PROBLEM: List, from the lines below, each one with "Tangkak" in it.

Dataset entries:
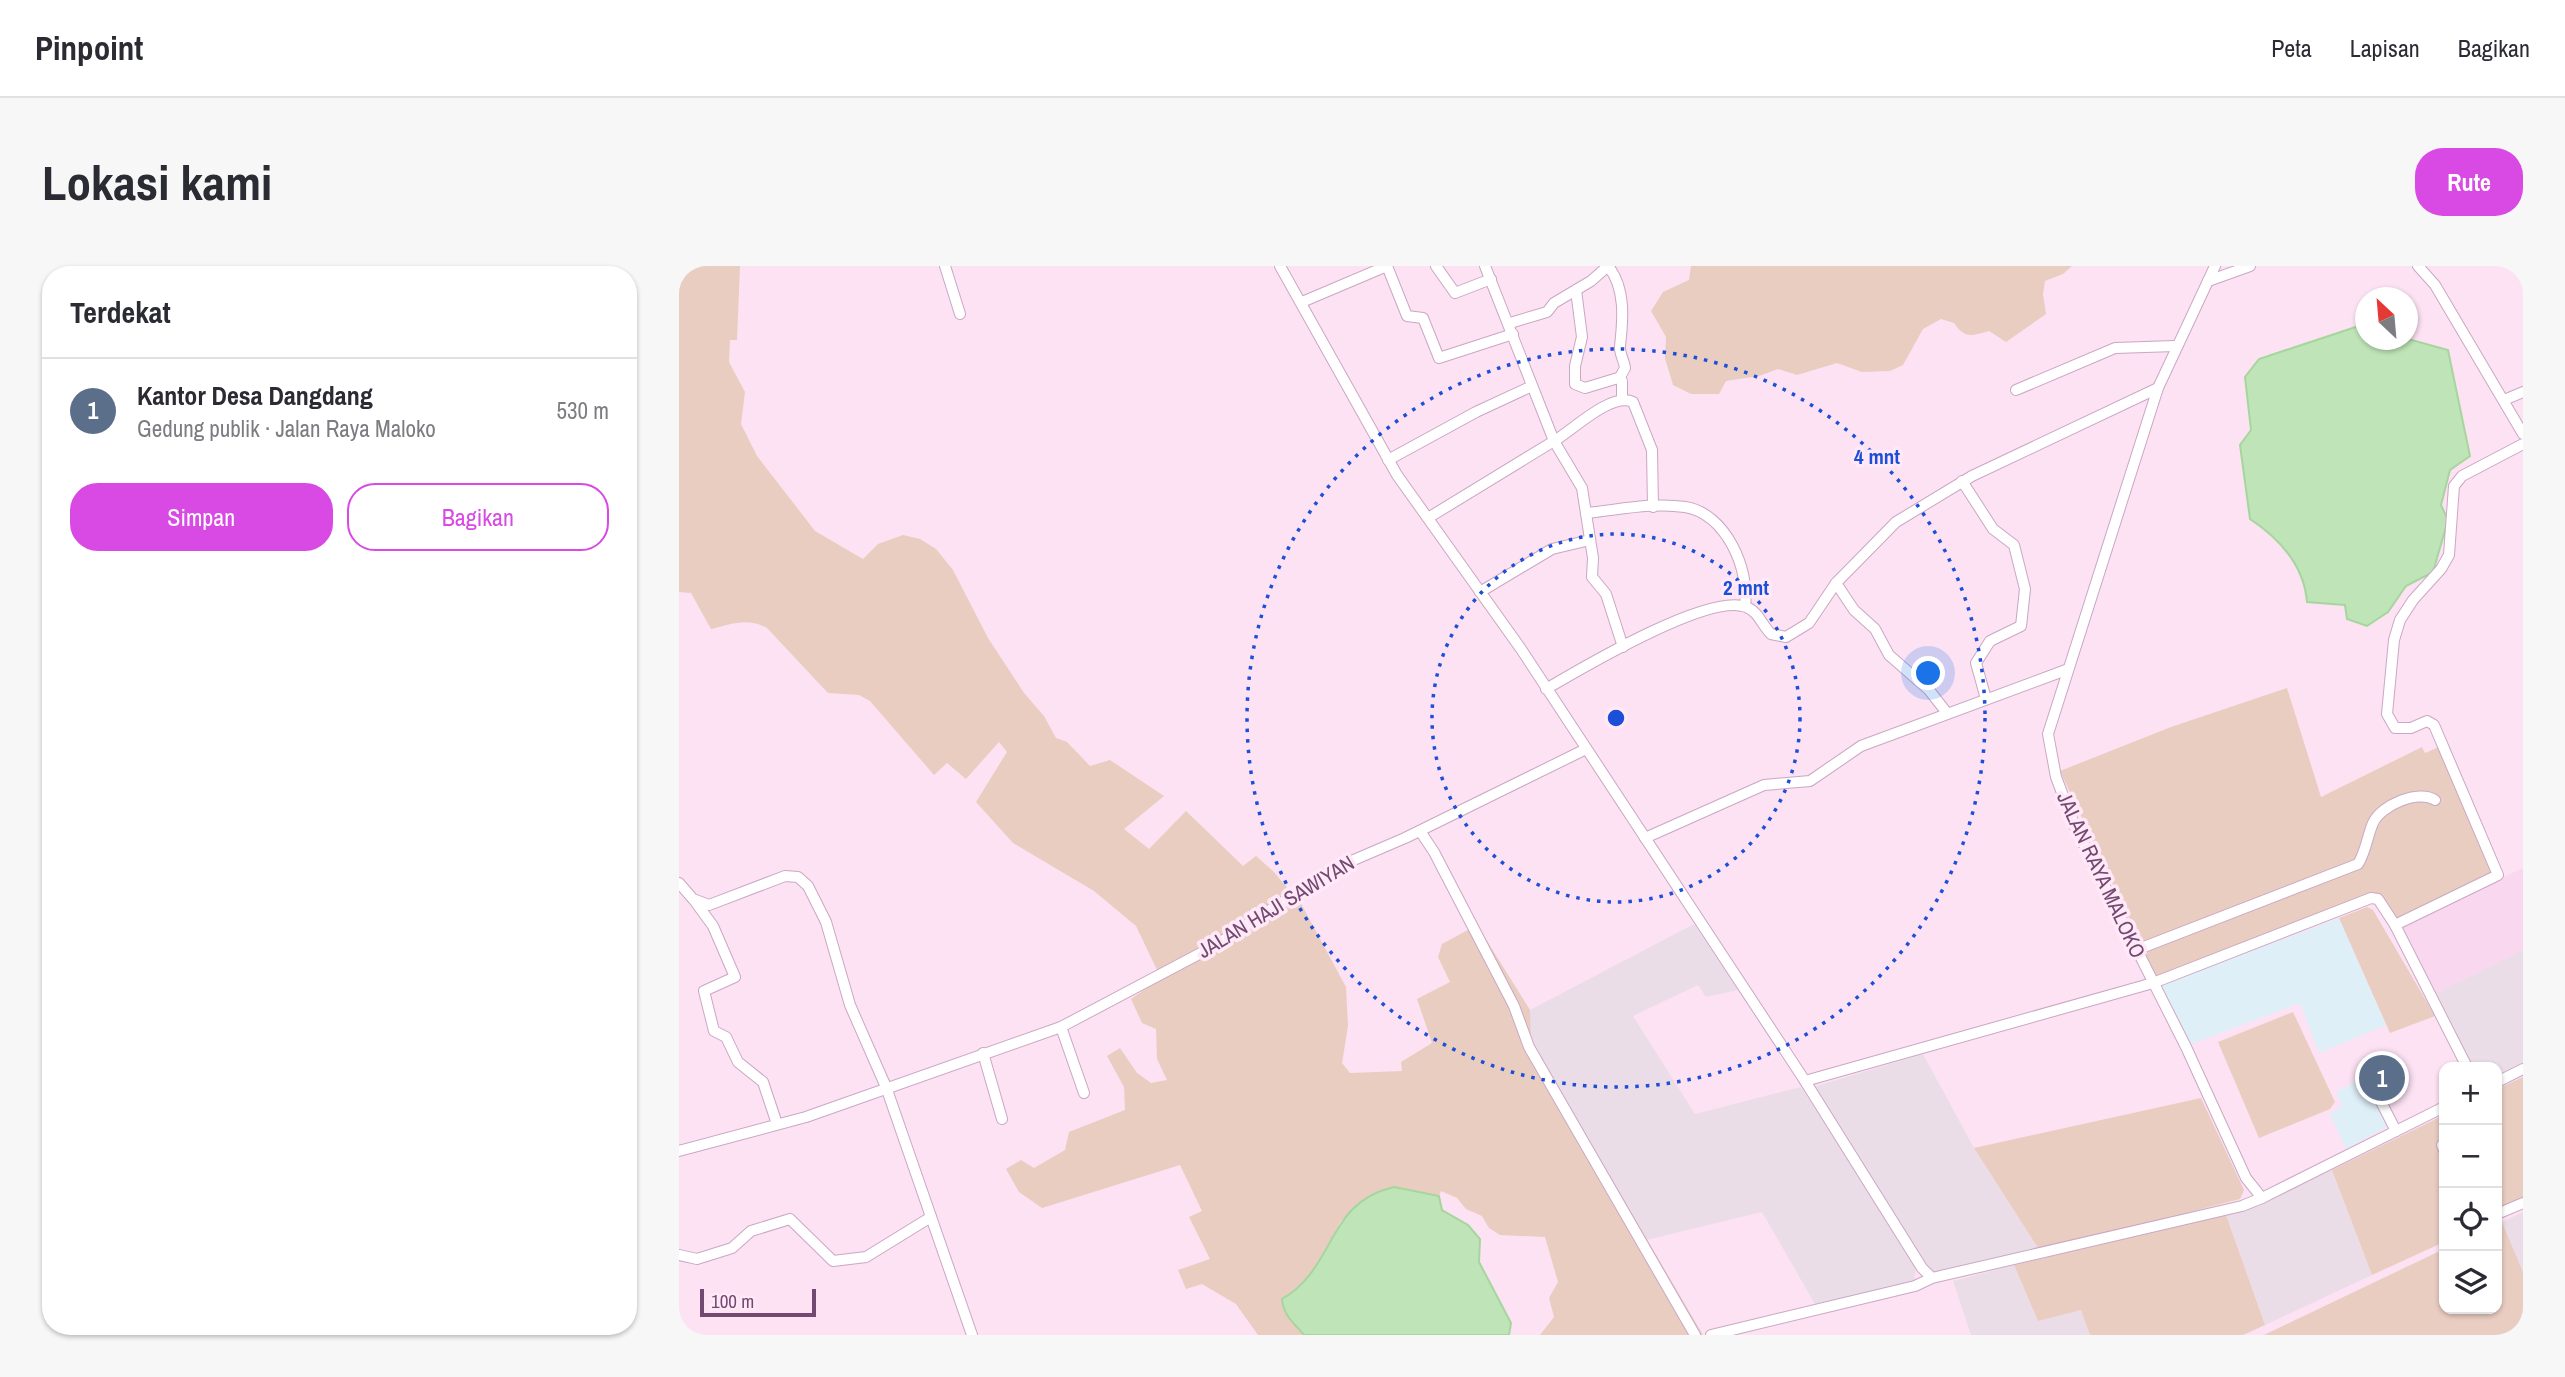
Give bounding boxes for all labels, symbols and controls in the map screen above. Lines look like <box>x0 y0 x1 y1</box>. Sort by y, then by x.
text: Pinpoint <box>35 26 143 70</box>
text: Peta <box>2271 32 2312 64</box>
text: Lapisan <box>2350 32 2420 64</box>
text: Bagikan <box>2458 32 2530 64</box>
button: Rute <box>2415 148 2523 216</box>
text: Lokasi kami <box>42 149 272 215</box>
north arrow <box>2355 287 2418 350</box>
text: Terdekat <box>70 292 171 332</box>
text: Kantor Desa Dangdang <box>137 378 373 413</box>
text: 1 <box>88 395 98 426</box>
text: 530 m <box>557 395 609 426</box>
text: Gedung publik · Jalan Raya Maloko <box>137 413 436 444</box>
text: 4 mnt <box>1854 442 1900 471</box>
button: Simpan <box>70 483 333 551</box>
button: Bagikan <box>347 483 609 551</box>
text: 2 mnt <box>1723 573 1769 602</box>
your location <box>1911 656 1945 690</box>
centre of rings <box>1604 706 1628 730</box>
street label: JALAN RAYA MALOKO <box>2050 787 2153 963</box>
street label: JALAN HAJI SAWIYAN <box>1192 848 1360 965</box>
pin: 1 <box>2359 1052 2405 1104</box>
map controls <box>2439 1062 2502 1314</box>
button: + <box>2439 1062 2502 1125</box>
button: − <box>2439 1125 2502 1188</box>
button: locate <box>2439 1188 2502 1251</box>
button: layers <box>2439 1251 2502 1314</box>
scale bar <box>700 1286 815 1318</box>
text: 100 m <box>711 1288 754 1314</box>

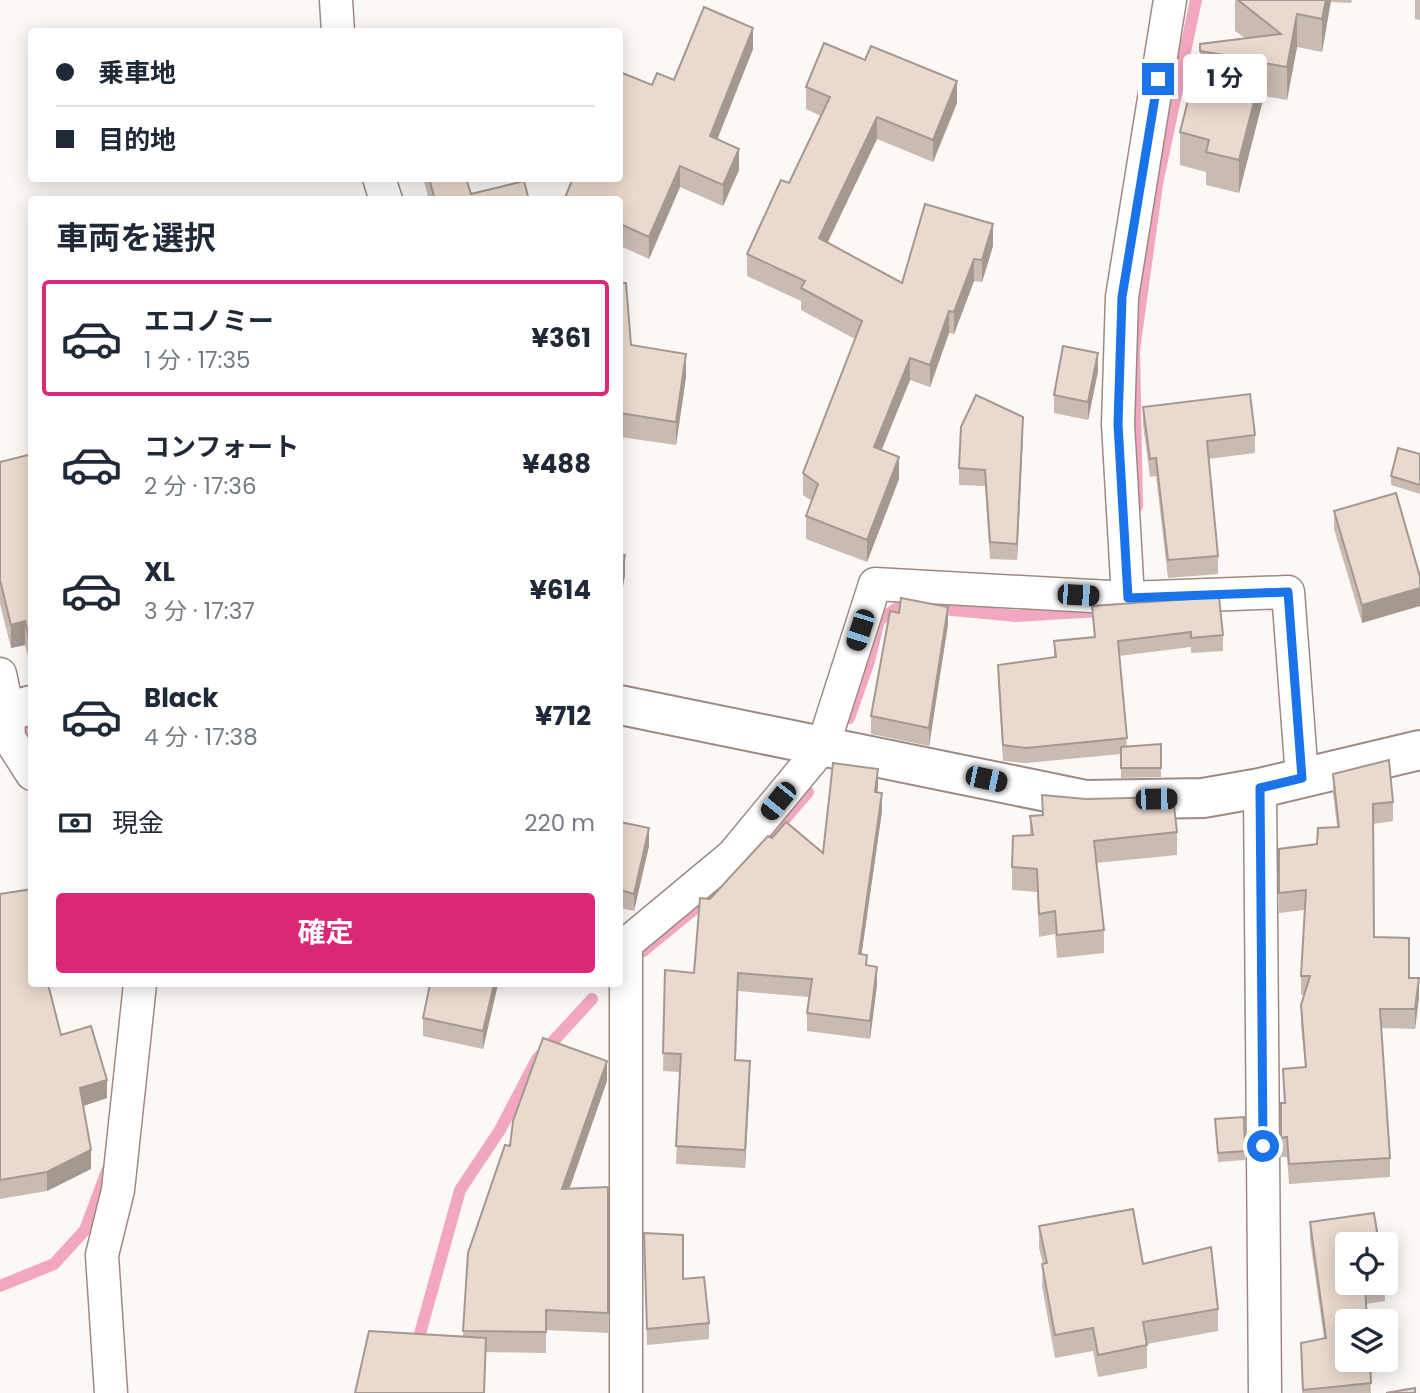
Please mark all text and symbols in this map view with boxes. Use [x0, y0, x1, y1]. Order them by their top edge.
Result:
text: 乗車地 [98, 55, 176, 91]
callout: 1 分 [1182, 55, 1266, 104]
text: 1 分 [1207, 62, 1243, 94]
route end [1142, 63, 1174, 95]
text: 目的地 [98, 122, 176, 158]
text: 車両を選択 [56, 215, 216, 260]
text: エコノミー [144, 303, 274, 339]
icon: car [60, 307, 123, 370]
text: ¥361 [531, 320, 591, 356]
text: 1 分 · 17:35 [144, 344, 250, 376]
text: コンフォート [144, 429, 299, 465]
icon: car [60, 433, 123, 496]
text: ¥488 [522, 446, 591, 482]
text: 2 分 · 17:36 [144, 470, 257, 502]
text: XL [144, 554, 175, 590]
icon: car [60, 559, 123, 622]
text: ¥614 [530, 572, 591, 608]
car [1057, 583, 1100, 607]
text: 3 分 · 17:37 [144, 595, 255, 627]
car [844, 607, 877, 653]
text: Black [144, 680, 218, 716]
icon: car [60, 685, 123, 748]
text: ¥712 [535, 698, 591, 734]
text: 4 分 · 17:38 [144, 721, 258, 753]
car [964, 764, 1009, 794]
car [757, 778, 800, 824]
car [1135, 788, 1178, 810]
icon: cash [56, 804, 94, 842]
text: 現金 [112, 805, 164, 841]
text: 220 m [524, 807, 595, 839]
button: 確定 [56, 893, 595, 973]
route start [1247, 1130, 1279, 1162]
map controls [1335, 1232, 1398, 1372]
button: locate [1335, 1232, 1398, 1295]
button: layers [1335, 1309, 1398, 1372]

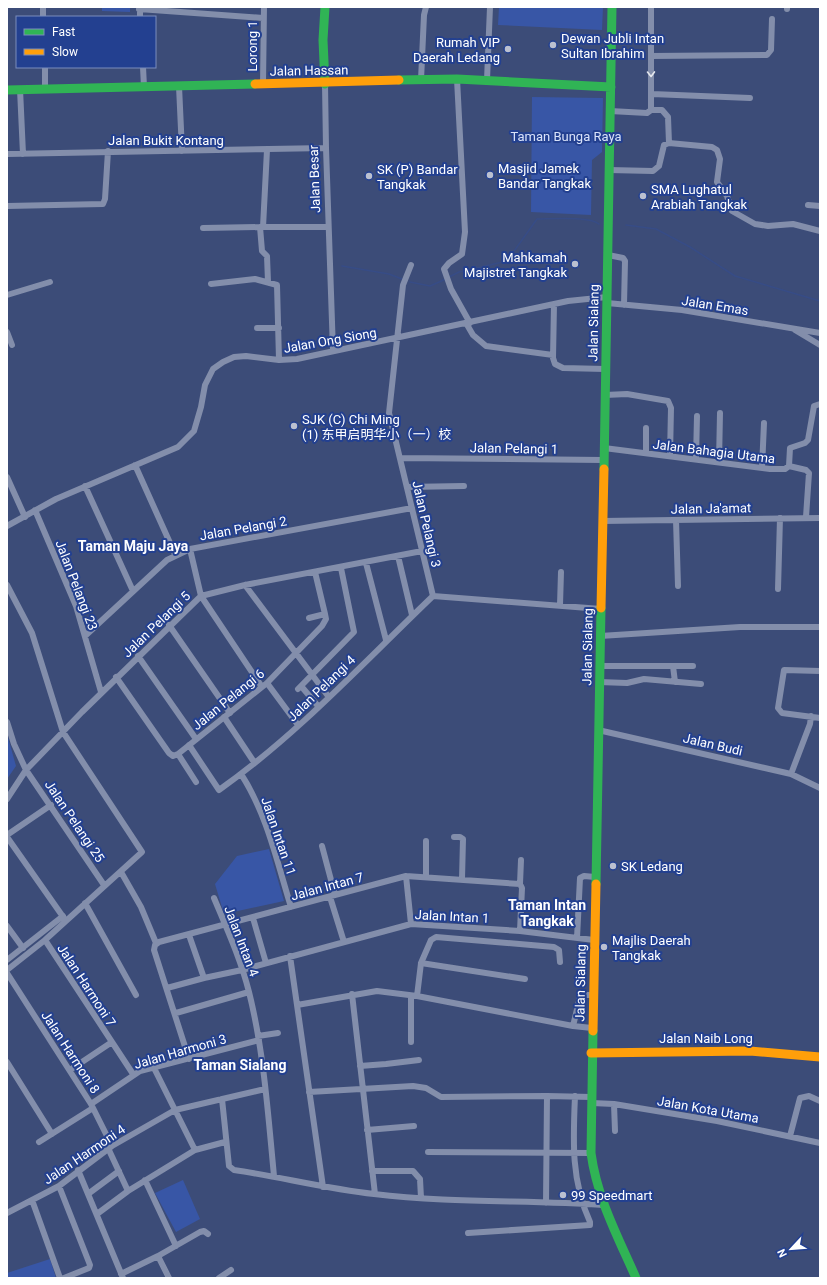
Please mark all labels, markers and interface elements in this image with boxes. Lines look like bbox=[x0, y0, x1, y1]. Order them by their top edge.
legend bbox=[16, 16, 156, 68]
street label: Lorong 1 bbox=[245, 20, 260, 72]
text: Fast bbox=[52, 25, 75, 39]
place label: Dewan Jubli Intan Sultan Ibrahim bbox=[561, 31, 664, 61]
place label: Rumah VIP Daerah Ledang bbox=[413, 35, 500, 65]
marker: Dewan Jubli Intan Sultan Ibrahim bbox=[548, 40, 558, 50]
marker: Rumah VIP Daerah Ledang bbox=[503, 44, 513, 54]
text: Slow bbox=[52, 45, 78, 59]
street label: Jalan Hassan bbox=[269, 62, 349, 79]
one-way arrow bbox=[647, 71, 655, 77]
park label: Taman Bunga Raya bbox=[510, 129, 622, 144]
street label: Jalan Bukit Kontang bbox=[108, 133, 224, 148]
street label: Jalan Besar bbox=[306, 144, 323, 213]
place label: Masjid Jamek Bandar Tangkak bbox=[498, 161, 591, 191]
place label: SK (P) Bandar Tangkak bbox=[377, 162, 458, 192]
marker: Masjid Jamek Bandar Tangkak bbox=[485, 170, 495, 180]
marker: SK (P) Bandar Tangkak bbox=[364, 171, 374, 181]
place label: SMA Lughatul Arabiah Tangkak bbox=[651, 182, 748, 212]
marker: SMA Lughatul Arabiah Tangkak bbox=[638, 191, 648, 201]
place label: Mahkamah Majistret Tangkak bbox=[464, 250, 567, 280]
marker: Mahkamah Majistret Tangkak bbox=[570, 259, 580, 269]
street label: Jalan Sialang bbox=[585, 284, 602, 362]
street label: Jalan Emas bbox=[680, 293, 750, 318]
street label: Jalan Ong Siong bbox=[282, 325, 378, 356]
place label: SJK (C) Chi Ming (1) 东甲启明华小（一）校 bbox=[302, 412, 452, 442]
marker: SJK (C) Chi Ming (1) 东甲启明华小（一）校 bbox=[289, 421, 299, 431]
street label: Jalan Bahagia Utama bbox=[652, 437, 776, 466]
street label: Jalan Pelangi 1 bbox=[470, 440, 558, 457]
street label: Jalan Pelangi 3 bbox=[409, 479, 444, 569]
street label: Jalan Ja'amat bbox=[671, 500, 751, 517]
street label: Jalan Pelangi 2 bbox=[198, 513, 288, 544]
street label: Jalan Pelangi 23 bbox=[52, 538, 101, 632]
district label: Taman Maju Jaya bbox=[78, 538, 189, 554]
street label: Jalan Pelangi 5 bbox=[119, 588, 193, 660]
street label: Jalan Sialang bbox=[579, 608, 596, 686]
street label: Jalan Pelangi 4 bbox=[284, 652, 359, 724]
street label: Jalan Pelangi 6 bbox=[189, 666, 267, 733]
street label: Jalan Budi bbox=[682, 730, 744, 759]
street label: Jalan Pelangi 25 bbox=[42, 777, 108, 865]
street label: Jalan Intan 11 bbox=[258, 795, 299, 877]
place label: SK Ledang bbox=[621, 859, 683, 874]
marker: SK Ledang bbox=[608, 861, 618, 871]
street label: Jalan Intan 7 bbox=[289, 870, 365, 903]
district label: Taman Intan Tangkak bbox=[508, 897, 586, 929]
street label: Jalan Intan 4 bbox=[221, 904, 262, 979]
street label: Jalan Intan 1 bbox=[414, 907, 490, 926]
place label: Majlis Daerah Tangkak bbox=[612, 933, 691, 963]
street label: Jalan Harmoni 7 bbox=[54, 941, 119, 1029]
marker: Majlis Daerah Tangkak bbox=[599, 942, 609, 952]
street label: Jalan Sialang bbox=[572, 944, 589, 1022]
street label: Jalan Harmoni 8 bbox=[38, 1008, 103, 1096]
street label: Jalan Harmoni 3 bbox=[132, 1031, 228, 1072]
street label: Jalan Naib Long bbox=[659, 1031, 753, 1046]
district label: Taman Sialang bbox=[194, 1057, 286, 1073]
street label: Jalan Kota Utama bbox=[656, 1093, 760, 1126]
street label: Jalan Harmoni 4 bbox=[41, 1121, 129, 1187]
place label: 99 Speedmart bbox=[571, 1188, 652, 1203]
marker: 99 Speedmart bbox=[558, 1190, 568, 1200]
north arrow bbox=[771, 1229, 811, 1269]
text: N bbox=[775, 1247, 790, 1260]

EXERCISE SOLUTION:
place label: Masjid Jamek Bandar Tangkak bbox=[498, 161, 591, 191]
place label: SK (P) Bandar Tangkak bbox=[377, 162, 458, 192]
marker: Masjid Jamek Bandar Tangkak bbox=[485, 170, 495, 180]
marker: SK (P) Bandar Tangkak bbox=[364, 171, 374, 181]
place label: SMA Lughatul Arabiah Tangkak bbox=[651, 182, 748, 212]
marker: SMA Lughatul Arabiah Tangkak bbox=[638, 191, 648, 201]
place label: Mahkamah Majistret Tangkak bbox=[464, 250, 567, 280]
marker: Mahkamah Majistret Tangkak bbox=[570, 259, 580, 269]
district label: Taman Intan Tangkak bbox=[508, 897, 586, 929]
place label: Majlis Daerah Tangkak bbox=[612, 933, 691, 963]
marker: Majlis Daerah Tangkak bbox=[599, 942, 609, 952]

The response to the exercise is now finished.